Ainsi les trois repas par jour sont repartis le long de la journée de travail: avant, au milieu et après. Mais rien ne dit qu'il faut manger à midi et non pas à trois heures de l'après-midi. C'est le rythme de notre société qui l'impose. "Les prises alimentaires ne sont pas des décisions individuelles, mais aussi le résultat d'une série de situations et de contraintes sociales"TP66PT. La forme des prises alimentaires (structure des repas et nombre de prises journalières) est une mise en scène concrète des normes sociales. Ces normes sociales dictent de quelle façon manger, quelle quantité manger et quand manger.

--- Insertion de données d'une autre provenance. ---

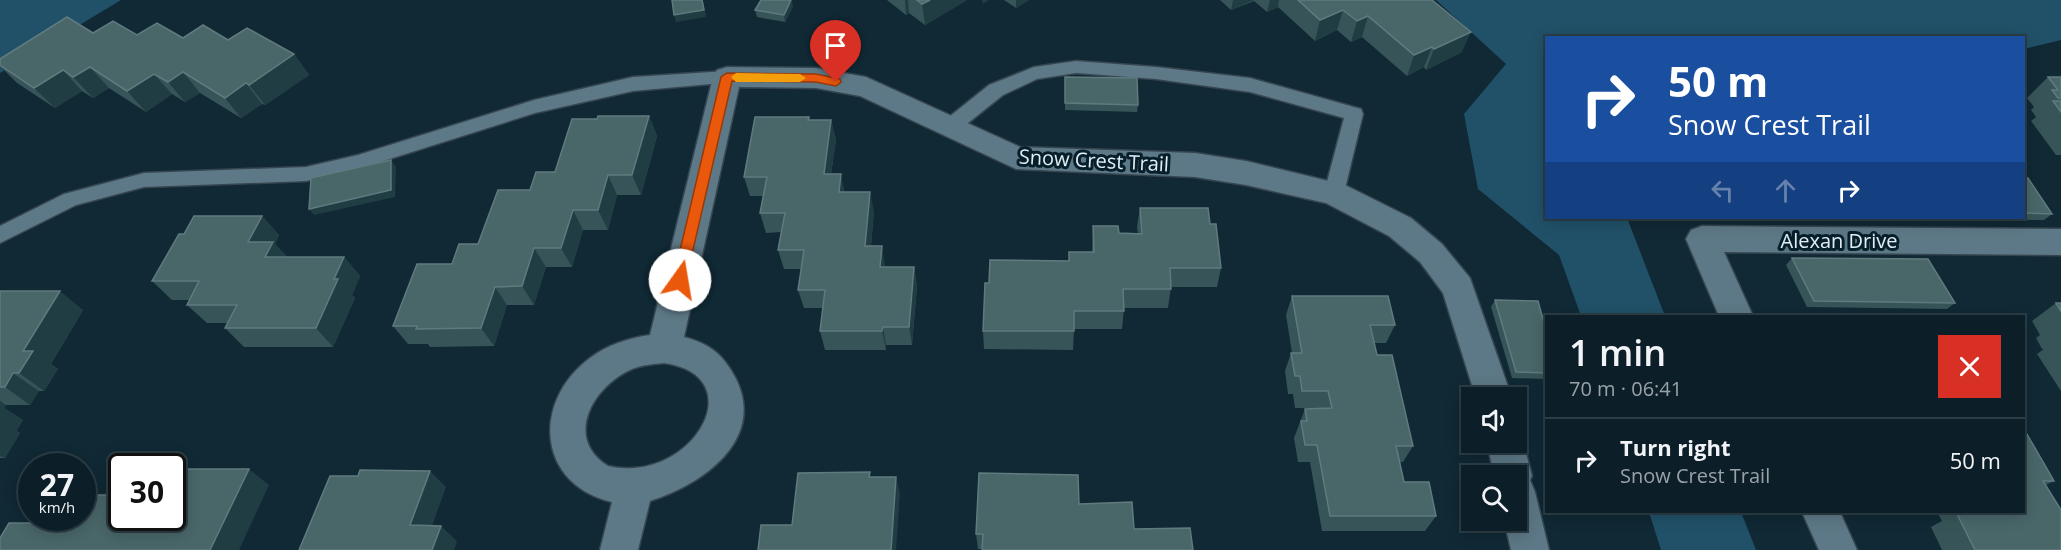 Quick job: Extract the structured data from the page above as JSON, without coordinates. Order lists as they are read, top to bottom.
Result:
{
  "streets": {
    "street": ["Snow Crest Trail", "Alexan Drive"]
  },
  "page": {
    "turn": ["50 m", "Snow Crest Trail"],
    "heading": ["1 min", "70 m · 06:41"],
    "list": [
      {
        "name": "Turn right",
        "note": "Snow Crest Trail",
        "value": "50 m"
      }
    ],
    "speed": "27 km/h",
    "limit": "30"
  }
}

Ainsi s'amorce un deuxième critère: les moments de la journée. Certains moments de la journée sont propices pour manger. A ces moments correspondent également des quantités de nourriture:

"Il faut manger beaucoup à midi, moins le soir et rien entre." (propos d’un garçon) Cette idée qu'il ne faut pas trop manger le soir car le corps assimile moins bien les aliments n'est pas du tout prouvée. Pourtant beaucoup de personnes sont attachées à ce principe. Jean-Philippe Zermati, médecin nutritionniste, s'attèle à démentir ce genre de croyancesTP67PT. Il démontre, par un exemple simple, le manque de fondement d'une telle idée. Les Espagnols qui ont l'habitude de manger beaucoup au cours d'un souper tardif ne sont pas plus gros que les Anglais qui ont l'habitude de prendre un copieux déjeuner et de manger moins le soir. Cela met en évidence les croyances, élevées au rang de connaissances et de savoirs, que les personnes ont de l'alimentation. Une partie de ce savoir vient de la société et des normes qu'elle a instaurées, une autre vient des institutions médicales et de toutes les informations disponibles en matière de diététique et de nutrition. L'intérêt pour l'alimentation et sa médiatisation ont eu pour conséquence de sensibiliser à l'extrême les jeunes sur ce sujet. Ainsi, ils ont acquis des connaissances spécifiques en la matière. Cette sur-médiatisation de la question alimentaire amène les personnes à se construire leur propre univers normatif de ce qui est bon et bien de faire en matière d'alimentation. Ces connaissances ont une influence importante sur le comportement du quotidien. Elles sont perçues comme des "vérités" établies médicalement et scientifiquement. Les comportements qui en découlent sont donc ancrés dans notre société.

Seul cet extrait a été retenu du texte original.